TASK DIRECTIONS:
Count the lines that contain the string "position" in the records beneath, and respond with the number only.

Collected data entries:
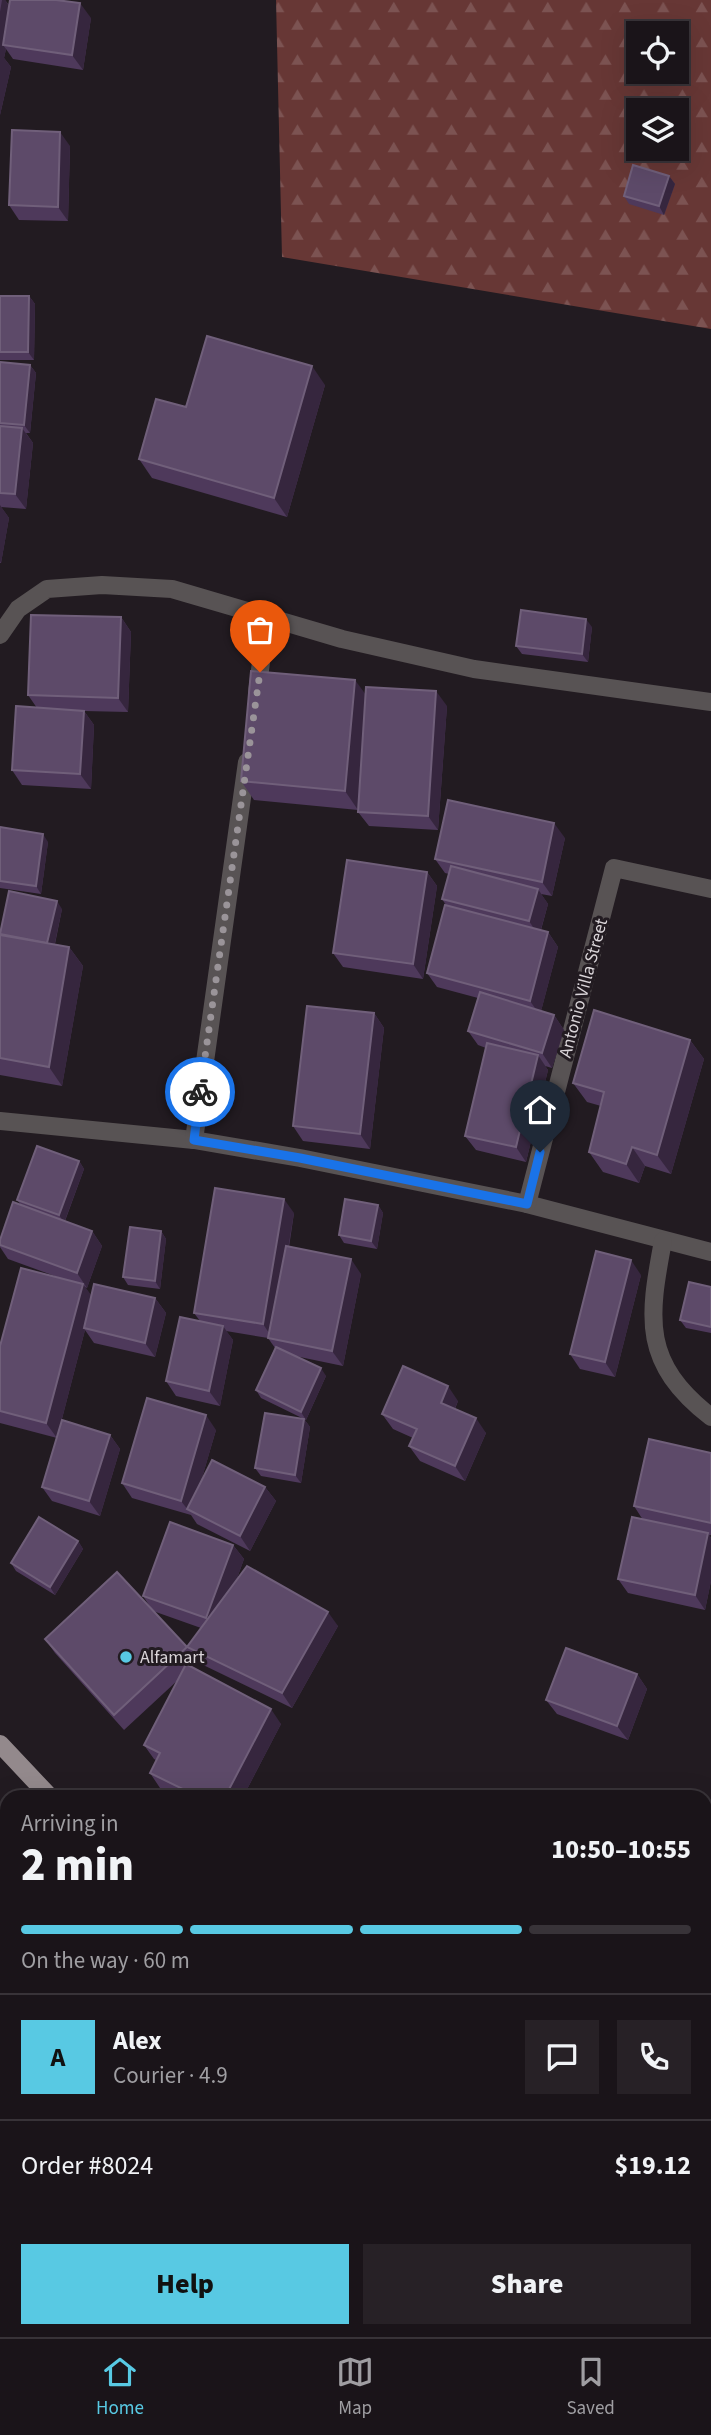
<!DOCTYPE html>
<html lang="en">
<head>
<meta charset="utf-8">
<style>
  body { margin:0; font-family:"Source Sans 3",sans-serif; background:#272126; color:#f1f3f6; height:100vh; display:flex; flex-direction:column; font-size:26px; white-space:nowrap }
  * { box-sizing:border-box; margin:0 }
  p { font-size:23px; color:#9f9ea2 }
  .icon { flex:none; width:38px; height:38px; fill:none; stroke:currentColor; stroke-width:2; stroke-linecap:round; stroke-linejoin:round }
  .map { position:relative; flex:1; overflow:hidden }
  .details { position:absolute; left:0px; top:1790px; width:712px; height:548px; display:flex; flex-direction:column; background:#1a1419; border-radius:21px 21px 0 0; box-shadow:0 7px 28px #0002,0 0 0 2px #383338 }
  .details>* { flex:none }
  .controls { position:absolute; left:626px; top:21px; display:grid; gap:14px }
  .controls a { display:grid; place-items:center; width:63px; height:63px; border-radius:0px; background:#1a1419; box-shadow:0 7px 28px #0002,0 0 0 2px #383338; font-size:35px }
  .pin { position:absolute; display:grid; place-items:center; width:60px; height:60px; color:#fff; margin:-72px -30px; border-radius:50% 50% 50% 0; rotate:-45deg; box-shadow:0 0 7px #0007 }
  .pin .icon { rotate:45deg }
  .courier { position:absolute; display:grid; place-items:center; width:70px; height:70px; margin:-35px; border:5px solid #1a73e8; border-radius:50%; background:#fff; color:#222; box-shadow:0 2px 9px #0007 }
  .summary em { font-style:normal; font-weight:800 }
  .summary div { display:flex; flex-direction:column-reverse }
  .summary { display:flex; align-items:center; justify-content:space-between; height:119px; padding:0 21px }
  h1 { font-size:46px; font-weight:800; line-height:52px }
  .bar { display:grid; grid-template-columns:repeat(4,1fr); gap:10px 7px; align-content:center; height:84px; padding:0 21px }
  .bar i { height:9px; border-radius:5px; background:#383338 }
  .bar .selected { background:#58c9e3 }
  .bar p { grid-column:span 4 }
  .line { display:flex; align-items:center; gap:18px; padding:0 21px; border-top:2px solid #383338 }
  .line div { flex:1 }
  .round { display:grid; place-items:center; flex:none; width:74px; height:74px; border-radius:0px; background:#272126 }
  .cta { display:flex; gap:14px; margin-top:auto; padding:14px 21px }
  .cta a { flex:1; height:80px; border-radius:0px; background:#58c9e3; color:#111; font-size:28px; font-weight:800; line-height:80px; text-align:center }
  .cta a+a { background:#272126; color:#f1f3f6 }
  .menu { display:flex; justify-content:space-around; align-items:center; height:98px; border-top:2px solid #383338; background:#1a1419; font-size:19px; color:#9f9ea2 }
  .menu a { display:grid; justify-items:center; gap:4px }
  .menu .selected { color:#58c9e3 }
  .map>svg:first-child { display:block }
</style>
</head>
<body>
<div class="map">
<svg width="711" height="2337" viewBox="0 0 711 2337">
  <defs>
    <pattern id="forest-firs" width="22" height="20" patternUnits="userSpaceOnUse" patternTransform="scale(1.75)"><rect width="22" height="20" fill="#673735"/><path d="M5 1l3.5 6h-7zM16 11l3.5 6h-7z" fill="#7c5352"/></pattern>
  </defs>
  <rect width="100%" height="100%" fill="#221b21"/>
  <!-- forest -->
  <g fill="url(#forest-firs)" fill-rule="evenodd">
    <path d="M 276,0 L 711,0 L 711,329 L 282,257 ZM 639,33 L 677,33 L 677,72 L 639,72 ZM 639,110 L 677,110 L 677,149 L 639,149 Z"/>
    <polygon points="705,1922 711,1924 711,2250 705,2244"/>
  </g>
  <g fill="none" stroke-linecap="round" stroke-linejoin="round">
    <!-- minor -->
    <g stroke="#585354" stroke-width="18">
      <polyline points="0,635 18,609 47,589 102,585 172,589 342,639 474,669 711,702"/>
      <polyline points="257,693 267,616"/>
      <polyline points="0,1121 194,1140 300,1158 527,1204 711,1252"/>
      <polyline points="194,1140 247,762"/>
      <polyline points="527,1204 614,868 711,889"/>
      <path d="M 663,1241 C 648,1320 642,1363 711,1417"/>
    </g>
    <!-- major -->
    <g stroke="#93898c" stroke-width="18">
      <polyline points="0,1744 50,1797"/>
      <polyline points="572,2331 578,2337"/>
    </g>
  </g>
  <!-- wall -->
  <g fill="#4e395b">
    <polygon points="0,0 5,0 9,5 91,18 83,70 13,59 6,49 4,58 11,67 0,115"/>
    <polygon points="70,146 68,221 19,220 9,205"/>
    <polygon points="669,176 675,184 664,215 629,204 624,196"/>
    <polygon points="0,296 29,296 35,304 34,360 0,360"/>
    <polygon points="0,362 30,365 36,373 30,433 26,433 33,443 26,509 1,507 9,518 1,563 0,563"/>
    <polygon points="325,385 287,517 152,478 139,459 186,407"/>
    <polygon points="121,617 131,632 128,712 84,711 94,725 91,789 22,785 12,770 37,708 28,695"/>
    <polygon points="592,627 588,662 522,654 516,646"/>
    <polygon points="366,696 447,706 438,830 369,826 358,812 358,810 254,800 241,781"/>
    <polygon points="0,827 48,842 41,894 0,888"/>
    <polygon points="565,838 552,896 541,894 548,904 541,930 548,932 558,947 541,1011 554,1015 564,1030 552,1068 545,1066 548,1070 526,1162 476,1150 465,1136 486,1048 478,1045 468,1031 478,998 437,987 427,973 446,905 442,899 449,874 445,873 435,859"/>
    <polygon points="427,872 437,886 423,979 343,967 333,953"/>
    <polygon points="62,909 55,944 69,947 83,966 62,1086 0,1075 0,935 2,935 0,934"/>
    <polygon points="374,1013 384,1028 370,1149 303,1141 293,1126"/>
    <polygon points="690,1040 704,1059 671,1174 645,1166 639,1183 603,1172 589,1152 601,1106 587,1102 573,1083"/>
    <polygon points="79,1161 84,1169 65,1221 92,1231 102,1246 87,1288 85,1287 91,1296 155,1298 166,1313 155,1357 94,1343 85,1330 57,1438 0,1423 0,1346 63,1279 8,1259 0,1247 0,1240 21,1205 17,1200"/>
    <polygon points="378,1205 383,1213 377,1249 344,1243 339,1235"/>
    <polygon points="294,1213 289,1247 361,1274 343,1366 295,1356 326,1376 306,1420 304,1419 310,1427 301,1483 261,1476 255,1468 304,1419 261,1398 256,1390 275,1348 268,1338 226,1331 233,1340 220,1406 176,1396 166,1381 200,1321 194,1313"/>
    <polygon points="161,1231 166,1239 160,1289 128,1285 123,1277"/>
    <polygon points="641,1275 615,1377 580,1369 570,1354"/>
    <polygon points="711,1287 711,1333 686,1328 680,1320"/>
    <polygon points="458,1401 455,1409 486,1433 465,1481 420,1461 409,1446 413,1438 393,1429 382,1414"/>
    <polygon points="216,1430 201,1481 265,1487 276,1501 250,1551 197,1524 191,1515 132,1498 122,1483"/>
    <polygon points="110,1435 120,1449 100,1516 52,1501 42,1487"/>
    <polygon points="711,1453 711,1535 709,1535 711,1538 711,1581 705,1610 628,1593 618,1579 643,1520 634,1506"/>
    <polygon points="78,1541 83,1549 55,1595 16,1571 11,1563"/>
    <polygon points="233,1545 244,1559 236,1581 338,1626 292,1708 197,1662 187,1647 201,1628 153,1611 187,1647 197,1662 191,1667 281,1724 243,1797 179,1797 160,1788 150,1773 156,1760 154,1759 144,1745 178,1680 124,1730 55,1653 45,1639 153,1611 143,1596"/>
    <polygon points="637,1674 647,1689 628,1740 557,1714 546,1700"/>
  </g>
  <!-- shaded-wall -->
  <g fill="#36263e">
    <polygon points="2,0 5,0 13,11 3,45 6,49 4,58 11,67 0,115 0,12"/>
    <polygon points="80,3 91,18 83,70 72,55"/>
    <polygon points="60,132 70,146 68,221 58,207"/>
    <polygon points="669,176 675,184 664,215 659,206"/>
    <polygon points="29,296 35,304 34,360 28,352"/>
    <polygon points="30,365 36,373 30,433 24,425"/>
    <polygon points="312,366 325,385 287,517 274,498"/>
    <polygon points="22,428 33,443 26,509 15,494"/>
    <polygon points="0,505 9,518 1,563 0,561"/>
    <polygon points="121,617 131,632 128,712 118,698"/>
    <polygon points="586,619 592,627 588,662 582,654"/>
    <polygon points="355,680 369,699 358,810 345,791"/>
    <polygon points="436,691 447,706 438,830 428,816"/>
    <polygon points="84,711 94,725 91,789 80,774"/>
    <polygon points="554,823 565,838 552,896 542,882"/>
    <polygon points="43,834 48,842 41,894 36,886"/>
    <polygon points="427,872 437,886 423,979 413,964"/>
    <polygon points="538,889 548,904 539,936 529,921"/>
    <polygon points="57,901 62,909 53,952 47,944"/>
    <polygon points="548,932 558,947 540,1015 530,1001"/>
    <polygon points="69,947 83,966 62,1086 49,1067"/>
    <polygon points="374,1013 384,1028 370,1149 360,1134"/>
    <polygon points="554,1015 564,1030 552,1068 542,1053"/>
    <polygon points="690,1040 704,1059 671,1174 657,1155"/>
    <polygon points="538,1055 548,1070 526,1162 516,1147"/>
    <polygon points="632,1147 645,1166 639,1183 626,1164"/>
    <polygon points="79,1161 84,1169 64,1223 59,1215"/>
    <polygon points="284,1199 294,1213 273,1339 263,1324"/>
    <polygon points="378,1205 383,1213 377,1249 371,1241"/>
    <polygon points="92,1231 102,1246 87,1288 77,1273"/>
    <polygon points="161,1231 166,1239 160,1289 155,1281"/>
    <polygon points="351,1259 361,1274 343,1366 332,1351"/>
    <polygon points="631,1260 641,1275 615,1377 605,1362"/>
    <polygon points="83,1284 94,1299 84,1328 85,1330 57,1438 46,1423"/>
    <polygon points="155,1298 166,1313 155,1357 145,1343"/>
    <polygon points="223,1326 233,1340 220,1406 209,1391"/>
    <polygon points="321,1368 326,1376 306,1420 301,1412"/>
    <polygon points="448,1386 458,1401 451,1417 441,1403"/>
    <polygon points="206,1415 216,1430 192,1512 188,1510 181,1501"/>
    <polygon points="476,1418 486,1433 465,1481 455,1466"/>
    <polygon points="304,1419 310,1427 301,1483 295,1475"/>
    <polygon points="110,1435 120,1449 100,1516 89,1501"/>
    <polygon points="265,1487 276,1501 250,1551 240,1536"/>
    <polygon points="708,1533 711,1538 711,1581 705,1610 695,1595"/>
    <polygon points="78,1541 83,1549 55,1595 50,1587"/>
    <polygon points="233,1545 244,1559 217,1633 206,1618"/>
    <polygon points="328,1612 338,1626 292,1708 282,1693"/>
    <polygon points="637,1674 647,1689 628,1740 617,1726"/>
    <polygon points="271,1709 281,1724 243,1797 225,1797"/>
  </g>
  <!-- building -->
  <g fill="#5d4a69" stroke="#705f7a" stroke-width="2">
    <polygon points="10,0 56,0 80,3 72,55 3,45"/>
    <polygon points="12,130 60,132 58,207 9,205"/>
    <polygon points="633,165 669,176 659,206 624,196"/>
    <polygon points="0,296 29,296 28,352 0,352"/>
    <polygon points="207,336 312,366 274,498 139,459 156,399 186,407"/>
    <polygon points="0,362 30,365 24,425 0,423"/>
    <polygon points="0,426 22,428 15,494 0,493"/>
    <polygon points="521,610 586,619 582,654 516,646"/>
    <polygon points="31,615 121,617 118,698 28,695"/>
    <polygon points="251,671 355,680 345,791 241,781"/>
    <polygon points="366,687 436,691 428,816 358,812"/>
    <polygon points="16,706 84,711 80,774 12,770"/>
    <polygon points="448,800 554,823 542,882 435,859"/>
    <polygon points="0,827 43,834 36,886 0,881"/>
    <polygon points="347,860 427,872 413,964 333,953"/>
    <polygon points="451,866 538,889 529,921 442,899"/>
    <polygon points="9,891 57,901 47,943 0,934"/>
    <polygon points="445,905 548,932 530,1001 427,973"/>
    <polygon points="0,935 69,947 49,1067 0,1058"/>
    <polygon points="480,992 554,1015 542,1053 468,1031"/>
    <polygon points="307,1006 374,1013 360,1134 293,1126"/>
    <polygon points="594,1010 690,1040 657,1155 632,1147 626,1164 589,1152 604,1092 573,1083"/>
    <polygon points="487,1043 538,1055 516,1147 465,1136"/>
    <polygon points="37,1146 79,1161 59,1215 17,1200"/>
    <polygon points="215,1188 284,1199 263,1324 194,1313"/>
    <polygon points="345,1199 378,1205 371,1241 339,1235"/>
    <polygon points="13,1202 92,1231 77,1273 0,1245 0,1240"/>
    <polygon points="130,1227 161,1231 155,1281 123,1277"/>
    <polygon points="286,1246 351,1259 332,1351 268,1338"/>
    <polygon points="596,1251 631,1260 605,1362 570,1354"/>
    <polygon points="21,1268 83,1284 46,1423 0,1411 0,1346"/>
    <polygon points="689,1282 711,1287 711,1327 680,1320"/>
    <polygon points="94,1284 155,1298 145,1343 84,1328"/>
    <polygon points="180,1317 223,1326 209,1391 166,1381"/>
    <polygon points="276,1347 321,1368 301,1412 256,1390"/>
    <polygon points="403,1366 448,1386 441,1403 476,1418 455,1466 409,1446 417,1429 382,1414"/>
    <polygon points="147,1398 206,1415 181,1501 122,1483"/>
    <polygon points="265,1413 304,1419 295,1475 255,1468"/>
    <polygon points="62,1420 110,1435 89,1501 42,1487"/>
    <polygon points="649,1439 711,1453 711,1523 634,1506"/>
    <polygon points="212,1460 265,1487 240,1536 187,1509"/>
    <polygon points="39,1517 78,1541 50,1587 11,1563"/>
    <polygon points="632,1517 708,1533 695,1595 618,1579"/>
    <polygon points="170,1522 233,1545 206,1618 143,1596"/>
    <polygon points="247,1566 328,1612 282,1693 187,1647"/>
    <polygon points="117,1572 187,1647 114,1715 45,1639"/>
    <polygon points="566,1648 637,1674 617,1726 546,1700"/>
    <polygon points="186,1664 271,1709 225,1797 199,1797 150,1773 160,1753 144,1745"/>
  </g>
  <g fill="none" stroke-linecap="round" stroke-linejoin="round">
    <!-- done -->
    <polyline stroke="#9a9499" stroke-width="7" stroke-dasharray="0 12.6" points="200,1092 260,672"/>
    <!-- route -->
    <polyline stroke="#1a73e8" stroke-width="9" points="200,1092 194,1140 300,1158 527,1204 540,1152"/>
  </g>
  <!-- markers -->
  <circle fill="#58c9e3" stroke="#221b21" stroke-width="2.5" cx="126" cy="1657" r="7"/>
  <g text-anchor="middle" stroke-width="6" stroke-linejoin="round" paint-order="stroke">
    <!-- street labels -->
    <g font-size="18" fill="#dad5d9" stroke="#221b21">
      <text transform="translate(583 988) rotate(-75)" y="6">Antonio Villa Street</text>
    </g>
    <!-- poi labels -->
    <g font-size="18" fill="#dad5d9" stroke="#221b21" text-anchor="start">
      <text x="140" y="1663">Alfamart</text>
    </g>
  </g>
</svg>
<div class="controls">
<a><svg class="icon" aria-label="locate" viewBox="0 0 24 24"><circle cx="12" cy="12" r="6"/><path d="M12 2v4M12 18v4M2 12h4M18 12h4"/></svg></a>
<a><svg class="icon" aria-label="layers" viewBox="0 0 24 24"><path d="M12 4l9 5-9 5-9-5zM3 14l9 5 9-5"/></svg></a>
</div>
<div class="pin" style="left:260px;top:672px;background:#ea580c"><svg class="icon" aria-label="bag" viewBox="0 0 24 24"><path d="M5 8h14l-1 12H6zM9 8a3 3 0 0 1 6 0"/></svg></div>
<div class="pin" style="left:540px;top:1152px;background:#1f2937"><svg class="icon" aria-label="home" viewBox="0 0 24 24"><path d="M3 11l9-7 9 7M6 9v11h12V9"/></svg></div>
<div class="courier" style="left:200px;top:1092px"><svg class="icon" aria-label="bike" viewBox="0 0 24 24"><circle cx="6" cy="16" r="4"/><circle cx="18" cy="16" r="4"/><path d="M6 16l4-8h5l3 8M10 8l3 8H6M13 5h3"/></svg></div>
<section class="details">
<div class="summary"><div><h1>2 min</h1><p>Arriving in</p></div><em>10:50–10:55</em></div>
<div class="bar"><i class="selected"></i><i class="selected"></i><i class="selected"></i><i></i><p>On the way · 60 m</p></div>
<div class="line" style="height:126px"><b class="round" style="background:#58c9e3;color:#111">A</b><div><b>Alex</b><p>Courier · 4.9</p></div><a class="round"><svg class="icon" aria-label="chat" viewBox="0 0 24 24"><path d="M4 5h16v11H9l-5 4z"/></svg></a><a class="round"><svg class="icon" aria-label="phone" viewBox="0 0 24 24"><path d="M5 4h4l2 5-3 2q2 4 5 5l2-3 5 2v4C11 20 4 13 5 4z"/></svg></a></div>
<div class="line" style="height:91px"><div>Order #8024</div><b>$19.12</b></div>
<div class="cta"><a>Help</a><a>Share</a></div>
</section>
</div>
<nav class="menu">
<a class="selected"><svg class="icon" aria-label="home" viewBox="0 0 24 24"><path d="M3 11l9-7 9 7M6 9v11h12V9"/></svg>Home</a>
<a><svg class="icon" aria-label="map" viewBox="0 0 24 24"><path d="M3 6l6-2 6 2 6-2v14l-6 2-6-2-6 2zM9 4v14M15 6v14"/></svg>Map</a>
<a><svg class="icon" aria-label="saved" viewBox="0 0 24 24"><path d="M7 4h10v16l-5-4-5 4z"/></svg>Saved</a>
</nav>
</body>
</html>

SOLUTION FOR THIS EXERCISE:
5